I did a short test 2.5D game (2 scenes) and will speak from my short experience.
You first create your scene in your 3D program i.e. 3D Studio Max. Then you create a camera and put it where you want to achieve the scene you wish. For instance our scene was a house with a front garden. We set our camera in front of the house, looking at the house.
Having set your camera you then render the scene. By rendering the scene you create your image file, for instance
background.png (you can use several formats). Then you export to create
geometry.3DS.
You then create a scene in Wintermute.
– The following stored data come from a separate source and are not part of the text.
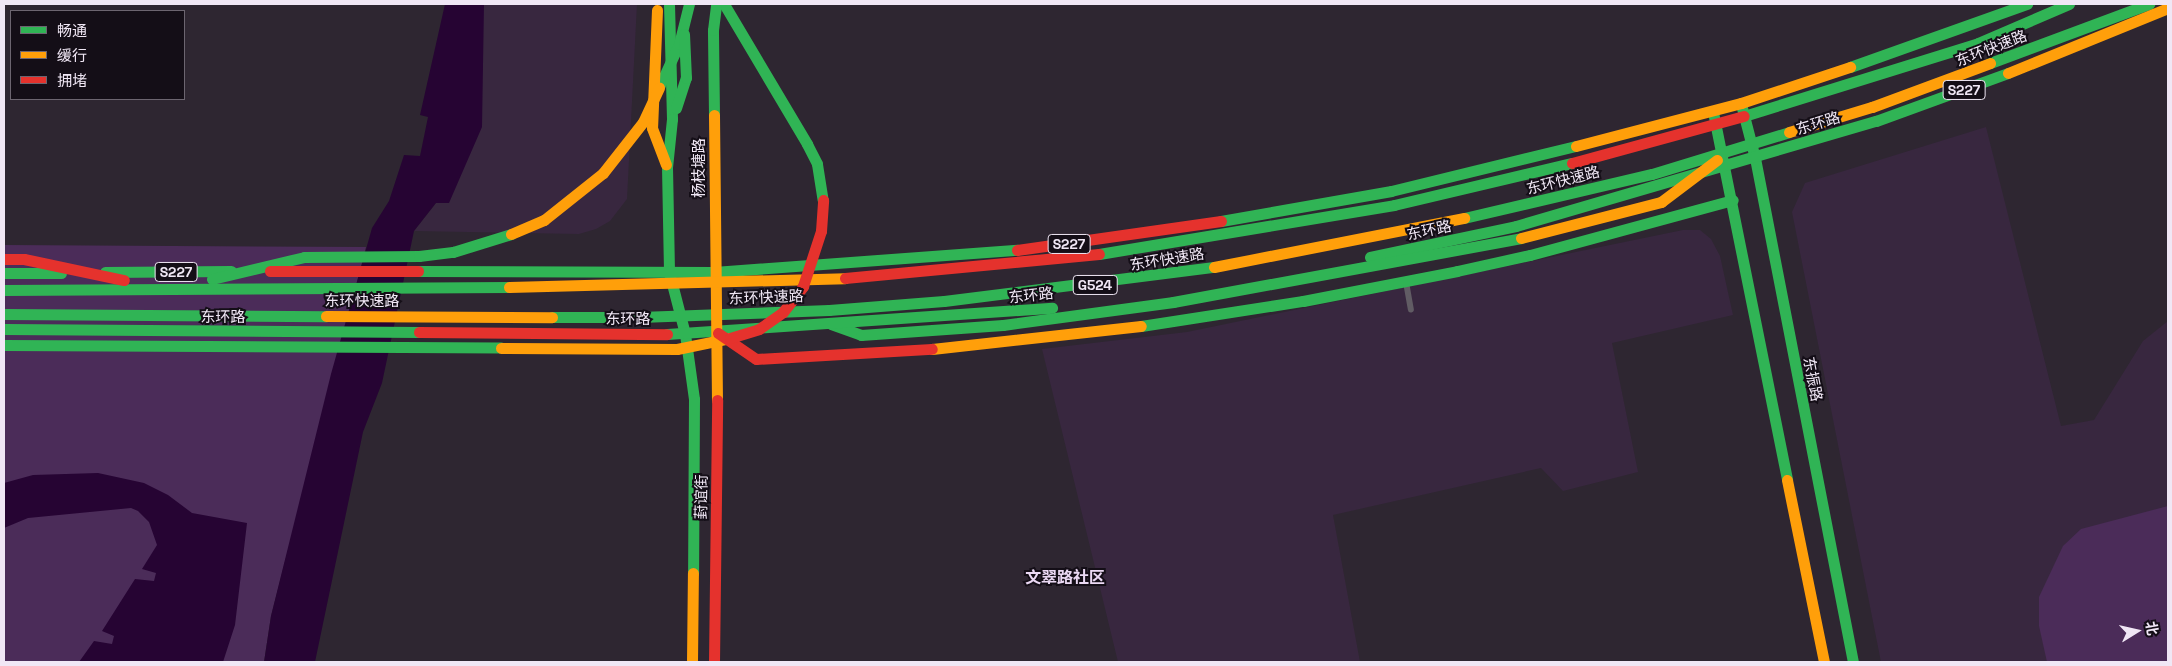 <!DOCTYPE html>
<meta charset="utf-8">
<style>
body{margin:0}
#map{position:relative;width:2172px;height:666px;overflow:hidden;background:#2e2631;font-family:"Space Grotesk","Noto Sans SC",sans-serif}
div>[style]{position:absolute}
.built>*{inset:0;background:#38273f}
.green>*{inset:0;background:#4b2c59}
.water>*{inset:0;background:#260433}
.lane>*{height:6px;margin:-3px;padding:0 3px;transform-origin:3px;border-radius:3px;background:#615c64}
.fast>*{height:11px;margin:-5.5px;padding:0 5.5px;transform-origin:5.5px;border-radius:5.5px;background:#30b455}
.slow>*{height:11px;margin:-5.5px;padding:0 5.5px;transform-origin:5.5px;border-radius:5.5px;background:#ff9f0a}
.jam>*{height:11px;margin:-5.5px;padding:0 5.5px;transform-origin:5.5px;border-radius:5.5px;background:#e5322d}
span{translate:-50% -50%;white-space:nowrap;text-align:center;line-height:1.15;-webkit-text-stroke:4px #140e17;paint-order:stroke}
.shield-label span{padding:1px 4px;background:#140e17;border:1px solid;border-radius:4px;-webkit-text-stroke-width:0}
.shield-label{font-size:14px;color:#f0e7f5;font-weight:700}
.street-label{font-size:15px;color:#f0e7f5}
.neighbourhood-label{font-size:16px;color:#ebd9f4;font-weight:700}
.frame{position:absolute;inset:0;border:5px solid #f0e7f5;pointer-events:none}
.legend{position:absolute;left:10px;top:10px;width:175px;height:90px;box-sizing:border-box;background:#140e17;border:1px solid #6c6570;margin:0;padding:6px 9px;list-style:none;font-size:15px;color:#f0e7f5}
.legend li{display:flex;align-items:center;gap:10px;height:25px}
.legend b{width:25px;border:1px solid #6c6570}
.north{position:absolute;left:2112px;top:606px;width:50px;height:50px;-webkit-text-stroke:4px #140e17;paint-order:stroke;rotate:80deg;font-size:14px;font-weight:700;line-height:20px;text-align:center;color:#f0e7f5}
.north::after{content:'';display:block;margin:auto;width:18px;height:22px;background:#f0e7f5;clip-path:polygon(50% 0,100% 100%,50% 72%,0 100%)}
</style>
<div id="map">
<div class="built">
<div style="clip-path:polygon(484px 4px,637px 4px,627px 199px,610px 221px,596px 229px,579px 234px,414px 231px,436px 203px)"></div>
<div style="clip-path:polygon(1986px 127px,2061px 426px,2094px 420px,2143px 341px,2168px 321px,2168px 662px,1881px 662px,1792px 212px,1805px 183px)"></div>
<div style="clip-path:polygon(1683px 230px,1700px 230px,1711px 239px,1720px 256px,1733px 315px,1612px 343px,1638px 472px,1563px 491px,1541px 468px,1333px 515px,1360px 662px,1118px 662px,1042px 349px,1187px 332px)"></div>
</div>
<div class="green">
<div style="clip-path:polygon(4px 245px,366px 247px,271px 616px,264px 662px,4px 662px)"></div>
<div style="clip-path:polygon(2168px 506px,2168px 662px,2047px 662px,2039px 626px,2039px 597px,2063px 546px,2081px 529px)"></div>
</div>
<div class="water">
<div style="clip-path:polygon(445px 4px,484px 4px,482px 127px,449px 203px,436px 203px,414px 231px,382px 383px,363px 432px,315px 662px,264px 662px,271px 616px,331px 374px,372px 228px,389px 201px,404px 155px,420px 156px,428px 117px,420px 115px)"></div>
<div style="clip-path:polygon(98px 473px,144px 483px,168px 495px,192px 513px,247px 523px,235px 625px,223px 662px,79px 662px,94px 641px,112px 644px,114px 636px,102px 631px,135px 579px,154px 581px,156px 573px,142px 569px,157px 545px,149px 522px,138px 511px,131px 508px,28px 518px,4px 528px,4px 483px,33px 475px)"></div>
</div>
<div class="lane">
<div style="left:1406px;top:282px;width:28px;rotate:80deg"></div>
</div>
<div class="fast">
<div style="left:669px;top:4px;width:115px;rotate:88.5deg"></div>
<div style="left:672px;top:119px;width:48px;rotate:95.9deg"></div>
<div style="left:667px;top:167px;width:105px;rotate:88.9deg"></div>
<div style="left:669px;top:272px;width:64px;rotate:75.5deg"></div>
<div style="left:685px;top:334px;width:66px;rotate:82.1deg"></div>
<div style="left:694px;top:399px;width:174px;rotate:90.3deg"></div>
<div style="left:724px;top:4px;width:163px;rotate:59.3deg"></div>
<div style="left:807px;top:144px;width:22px;rotate:63deg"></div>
<div style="left:817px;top:164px;width:36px;rotate:81deg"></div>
<div style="left:1990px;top:63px;width:170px;rotate:-20.4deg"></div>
<div style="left:1850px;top:67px;width:188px;rotate:-19.6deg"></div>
<div style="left:659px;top:87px;width:47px;rotate:-65.1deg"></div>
<div style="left:679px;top:44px;width:41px;rotate:-76deg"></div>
<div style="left:1741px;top:104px;width:56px;rotate:75.5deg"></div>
<div style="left:1755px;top:158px;width:513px;rotate:79deg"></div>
<div style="left:676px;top:108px;width:32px;rotate:-72deg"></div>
<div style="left:686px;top:78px;width:44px;rotate:-92.6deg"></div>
<div style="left:1713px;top:112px;width:375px;rotate:78.6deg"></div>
<div style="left:714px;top:115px;width:85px;rotate:-90.7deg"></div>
<div style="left:713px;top:30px;width:26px;rotate:-83deg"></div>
<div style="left:1744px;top:116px;width:245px;rotate:-17.3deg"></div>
<div style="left:1978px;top:43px;width:99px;rotate:-23.2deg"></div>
<div style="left:1464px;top:218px;width:193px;rotate:-13.2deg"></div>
<div style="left:1652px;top:174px;width:143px;rotate:-17deg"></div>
<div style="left:1221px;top:221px;width:173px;rotate:-10deg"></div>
<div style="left:1391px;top:191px;width:190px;rotate:-13.7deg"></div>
<div style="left:1099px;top:254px;width:299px;rotate:-9.4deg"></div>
<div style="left:1394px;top:205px;width:183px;rotate:-13.3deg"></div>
<div style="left:1370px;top:257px;width:149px;rotate:-12deg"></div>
<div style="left:1516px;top:226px;width:375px;rotate:-16.3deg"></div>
<div style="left:1876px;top:121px;width:140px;rotate:-20deg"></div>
<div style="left:418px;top:271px;width:296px;rotate:0.2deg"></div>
<div style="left:714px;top:272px;width:304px;rotate:-4.2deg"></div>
<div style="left:105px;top:272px;width:126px;rotate:-0.5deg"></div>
<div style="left:4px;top:273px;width:57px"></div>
<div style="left:212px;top:279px;width:95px;rotate:-13.4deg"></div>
<div style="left:304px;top:257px;width:115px;rotate:-0.5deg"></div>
<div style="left:419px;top:256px;width:34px;rotate:-7deg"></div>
<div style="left:453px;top:252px;width:61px;rotate:-17.2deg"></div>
<div style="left:4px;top:290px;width:505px;rotate:-0.34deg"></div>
<div style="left:4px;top:314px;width:322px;rotate:0.4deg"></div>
<div style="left:552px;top:317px;width:88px"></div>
<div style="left:640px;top:317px;width:189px;rotate:-2.1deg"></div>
<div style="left:829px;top:310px;width:115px;rotate:-4.5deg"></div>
<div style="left:944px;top:301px;width:272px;rotate:-7.2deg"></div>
<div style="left:831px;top:324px;width:32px;rotate:20deg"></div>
<div style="left:861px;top:335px;width:142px;rotate:-4deg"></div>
<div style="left:1003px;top:325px;width:172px;rotate:-7.7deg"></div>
<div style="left:1173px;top:302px;width:354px;rotate:-10.4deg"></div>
<div style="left:1141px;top:326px;width:164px;rotate:-8.8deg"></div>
<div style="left:1303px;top:301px;width:157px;rotate:-11deg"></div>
<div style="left:1457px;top:271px;width:75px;rotate:-12.4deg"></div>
<div style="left:1530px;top:255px;width:210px;rotate:-15.2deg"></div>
<div style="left:4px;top:329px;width:415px;rotate:0.4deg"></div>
<div style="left:667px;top:334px;width:386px;rotate:-3.9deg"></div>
<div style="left:4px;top:345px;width:497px;rotate:0.3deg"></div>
</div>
<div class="slow">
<div style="left:657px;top:10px;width:118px;rotate:92.4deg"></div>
<div style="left:652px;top:128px;width:39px;rotate:69deg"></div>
<div style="left:2008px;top:73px;width:173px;rotate:-22.1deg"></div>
<div style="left:714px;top:115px;width:285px;rotate:89.4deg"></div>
<div style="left:1789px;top:132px;width:87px;rotate:-16.8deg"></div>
<div style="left:1872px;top:107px;width:126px;rotate:-20.4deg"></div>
<div style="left:1576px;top:146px;width:171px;rotate:-14.6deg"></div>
<div style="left:1741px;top:103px;width:115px;rotate:-18.3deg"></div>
<div style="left:511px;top:234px;width:36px;rotate:-23deg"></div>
<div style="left:544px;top:220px;width:75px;rotate:-38.5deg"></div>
<div style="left:603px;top:173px;width:65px;rotate:-51.9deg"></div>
<div style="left:643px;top:122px;width:38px;rotate:-65deg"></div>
<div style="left:1521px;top:238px;width:145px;rotate:-14.4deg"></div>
<div style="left:1661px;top:202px;width:70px;rotate:-36.9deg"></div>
<div style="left:1214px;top:267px;width:255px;rotate:-11.1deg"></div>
<div style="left:509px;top:287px;width:336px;rotate:-1.5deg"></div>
<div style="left:326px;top:316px;width:226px;rotate:0.3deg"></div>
<div style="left:501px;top:348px;width:176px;rotate:0.3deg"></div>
<div style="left:677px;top:349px;width:54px;rotate:-11.7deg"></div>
<div style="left:932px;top:349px;width:210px;rotate:-6.3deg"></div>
<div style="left:1787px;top:480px;width:186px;rotate:78.5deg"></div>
<div style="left:692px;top:662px;width:89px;rotate:-89.4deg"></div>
</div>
<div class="jam">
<div style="left:1572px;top:163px;width:178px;rotate:-15.3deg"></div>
<div style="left:1017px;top:250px;width:206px;rotate:-8.1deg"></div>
<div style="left:4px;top:259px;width:20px"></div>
<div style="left:24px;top:259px;width:102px;rotate:11.9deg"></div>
<div style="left:270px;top:271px;width:148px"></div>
<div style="left:845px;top:278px;width:255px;rotate:-5.4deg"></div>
<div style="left:419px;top:332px;width:248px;rotate:0.5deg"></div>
<div style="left:718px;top:333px;width:46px;rotate:34.4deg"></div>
<div style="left:756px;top:359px;width:176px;rotate:-3.3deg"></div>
<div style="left:730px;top:338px;width:30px;rotate:-17deg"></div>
<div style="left:759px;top:329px;width:29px;rotate:-35deg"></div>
<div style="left:783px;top:312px;width:33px;rotate:-52deg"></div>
<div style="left:803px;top:286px;width:58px;rotate:-71.9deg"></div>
<div style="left:821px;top:231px;width:31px;rotate:-86deg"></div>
<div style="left:714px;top:662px;width:262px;rotate:-89.3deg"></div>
</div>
<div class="shield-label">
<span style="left:1964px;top:90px">S227</span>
<span style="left:1069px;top:244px">S227</span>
<span style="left:176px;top:272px">S227</span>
<span style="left:1095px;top:285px">G524</span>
</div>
<div class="street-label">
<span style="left:1991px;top:48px;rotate:-21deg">东环快速路</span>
<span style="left:1818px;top:123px;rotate:-17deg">东环路</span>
<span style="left:699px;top:168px;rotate:-90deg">杨枝塘路</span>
<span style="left:1563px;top:180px;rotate:-14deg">东环快速路</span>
<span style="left:1429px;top:230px;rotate:-12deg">东环路</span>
<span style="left:1167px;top:259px;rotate:-9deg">东环快速路</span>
<span style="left:1031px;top:295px;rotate:-6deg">东环路</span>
<span style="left:766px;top:297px;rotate:-2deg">东环快速路</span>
<span style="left:362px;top:301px">东环快速路</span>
<span style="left:223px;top:317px">东环路</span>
<span style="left:628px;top:319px">东环路</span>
<span style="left:1813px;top:379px;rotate:79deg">东振路</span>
<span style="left:701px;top:497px;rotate:-89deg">葑谊街</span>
</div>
<div class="neighbourhood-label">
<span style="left:1065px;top:578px">文翠路社区</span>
</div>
<div class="frame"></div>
<ul class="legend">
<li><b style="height:6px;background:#30b455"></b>畅通</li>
<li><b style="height:6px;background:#ff9f0a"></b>缓行</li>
<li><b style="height:6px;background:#e5322d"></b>拥堵</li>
</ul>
<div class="north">北</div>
</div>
Set the background to
background.png and also load
geometry.3DS. And you are done

What Wintermute does (as far as I can guess) is use the
geometry.3DS to calculate where the floor, walls, obstacles etc are to be able to place your actor, apply collision detection (e.g. when there is a wall stop moving the character) and where to clip the actor (e.g. where to cut the actor if there is something in front of him).
The connection between
geometry.3DS and
background.png is the camera you created and exported in
geometry.3DS (you must have noticed that you can change the camera in Scene 3D options). You used that camera to render
background.png, and so they match.
The user only sees
background.png, not knowing what happens under the hood.
Bear in mind that
geomtry.3DS does not need to have the full scene. Before you export it, you can remove any details or textures.